At the college from which I graduated and which I occasionally visit, there is a parking garage connected to one of the dorms and this garage lies between the dorm and the dining hall. The most direct path from the cafeteria to the dorm entrance takes you up two flights of stairs. However, many times I have witnessed students avoiding these stairs and going around to the car entrance ramp which curves back around to the dorm. There are several oddities to this. First, going the ramp route takes about 2 minutes longer than the stairs because it is a more roundabout path. Second, I can’t see that you’re conserving any energy with the ramp as opposed to the stairs. With the stairwell, you’re using your energy in one concise moment. With the ramp, however, you’re making the same amount of effort if not more, it’s just extended over a little more distance. And third, these people are always about to get run over by cars entering the garage.

Another instance of Misapplied Laziness involves something we’ve all seen in the great parking lots of America. Drivers will circle a parking lot several times in the seemingly eternal quest to find the spot closest to the door. I have even watched as drivers have passed up spaces because they think somebody leaving the store is about to vacate another space 20 feet ahead. And so they will sit there for 1 or 2 minutes waiting to park. So in their effort to save time and energy by way of a shorter walk from car to store and back, they have taken up to five minutes or more than if they had just taken one of the first spots they came upon and walked the few extra yards.

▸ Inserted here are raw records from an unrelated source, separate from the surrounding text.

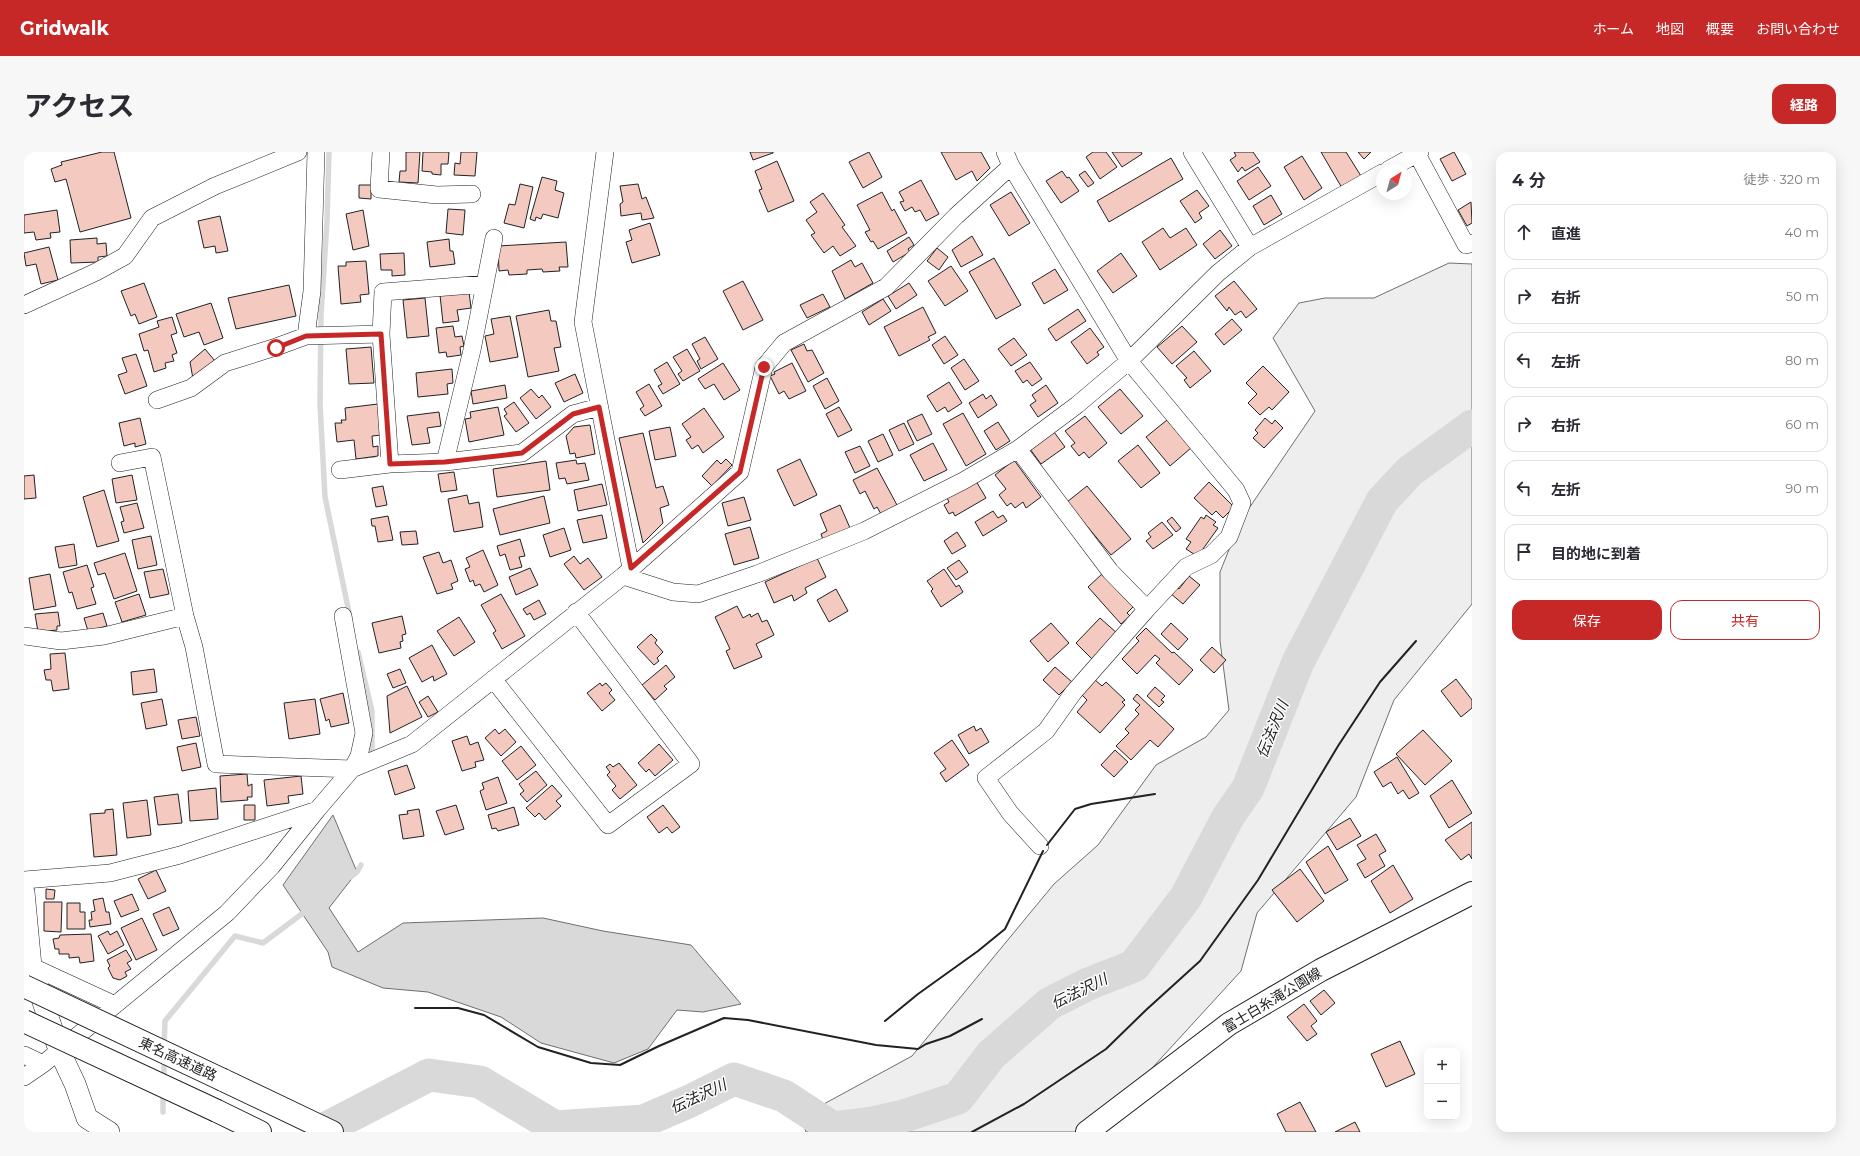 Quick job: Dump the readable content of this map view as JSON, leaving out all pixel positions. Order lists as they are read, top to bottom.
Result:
{
  "streets": {
    "main road": ["富士白糸滝公園線", "東名高速道路"]
  },
  "water": ["伝法沢川"],
  "north": "top right",
  "page": {
    "header": "Gridwalk",
    "nav": [
      "ホーム",
      "地図",
      "概要",
      "お問い合わせ"
    ],
    "title": "アクセス",
    "buttons": [
      "経路",
      ["保存", "共有"]
    ],
    "heading": ["4 分", "徒歩 · 320 m"],
    "list": [
      ["直進", "40 m"],
      ["右折", "50 m"],
      ["左折", "80 m"],
      ["右折", "60 m"],
      ["左折", "90 m"],
      "目的地に到着"
    ],
    "map_buttons": ["+", "−"]
  }
} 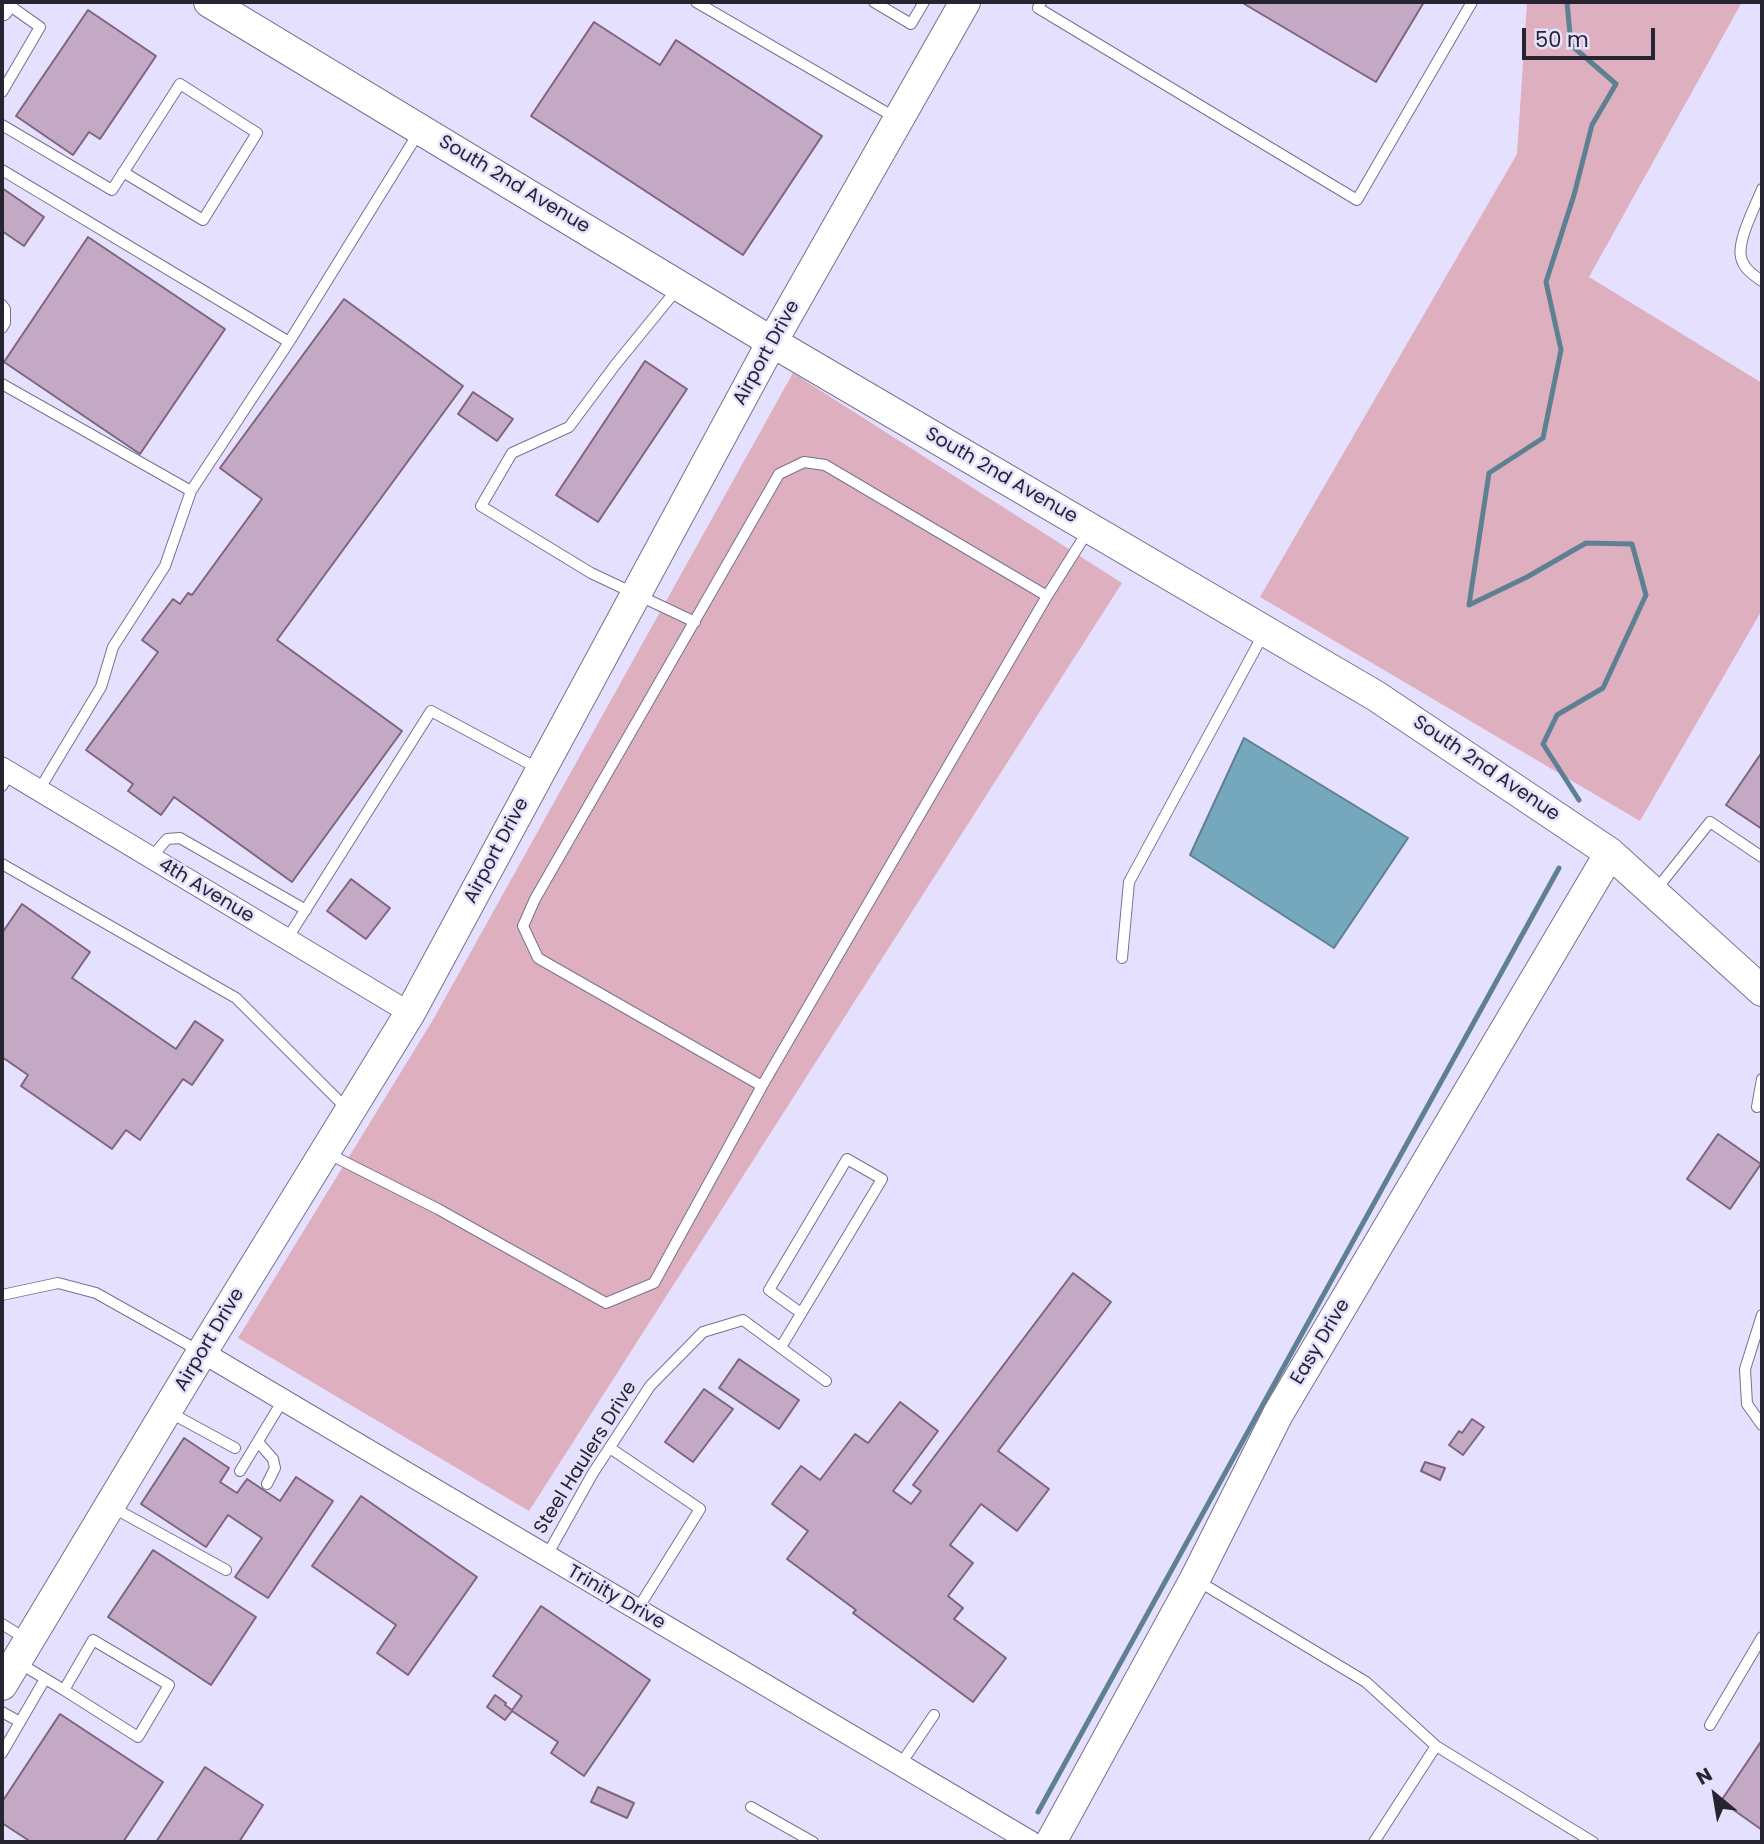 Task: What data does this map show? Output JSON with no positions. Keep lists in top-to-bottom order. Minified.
{"streets":{"street":["South 2nd Avenue","Airport Drive","4th Avenue","Easy Drive","Trinity Drive"],"lane":["Steel Haulers Drive"]},"crossings":[["South 2nd Avenue","Airport Drive"],["South 2nd Avenue","Easy Drive"],["Airport Drive","4th Avenue"],["Airport Drive","Trinity Drive"],["Steel Haulers Drive","Trinity Drive"]],"scale_bar":"50 m","north":"top left"}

These are just two instances of people taking what they think is the easiest path but is actually contradictory to the goal they are trying to achieve: being lazy. I'm sure most can think of plenty of other examples. However, it occurs to me that aside from these more common comic shows of Misapplied Laziness, the phenomena exists in far more serious arenas. If you look at a great deal of liberal ideas that have been generated over the years, they fit the pattern. Cases in which individuals choose the path of least resistance and then later cause problems that require far more effort to fix than if the more difficult, narrow path was chosen the first time. European appeasement of the Nazis during the 1930's for example. I still get a morbid, disgusted kick out of seeing British Prime Minister Neville Chamberlain waving around the little piece of paper with his and Hitler's signatures and declaring, "Peace in our time." However, you can find many instances like this. The American isolationists before WWI and WWII, the give peace a chance folks before we commenced operations in Afghanistan, and now those who want us to leave Iraq alone. In all these cases, prolonged hesitation created or most assuredly would have created more problems down the line. So many people think that certain countries or groups are just acting out when they show hostility. The proper response, they say, is sympathetic understanding and giving them what they want so they'll be satisfied good, happy countries. Although, much as the spoiled, bully children these liberals think the countries resemble, the hostilities continue and they want more and more. A hostile nation doesn't change its spots or it methods when it gets one thing it wants. After the first desire is fulfilled, it will want something more. And then something will follow after that. Eventually, they'll become a true problem child that must be dealt with seriously. You'll quickly discover that you would have been better off spanking the country to begin with instead of handing it the lollipop because now you have to administer a far worse spanking and ground them... only you have to wait until daddy comes home because you've lost control of the situation. I'm tired of American realists always having to be daddy. At any rate, it's pure Misapplied Laziness. In trying to avoid trouble, you only create more for yourself.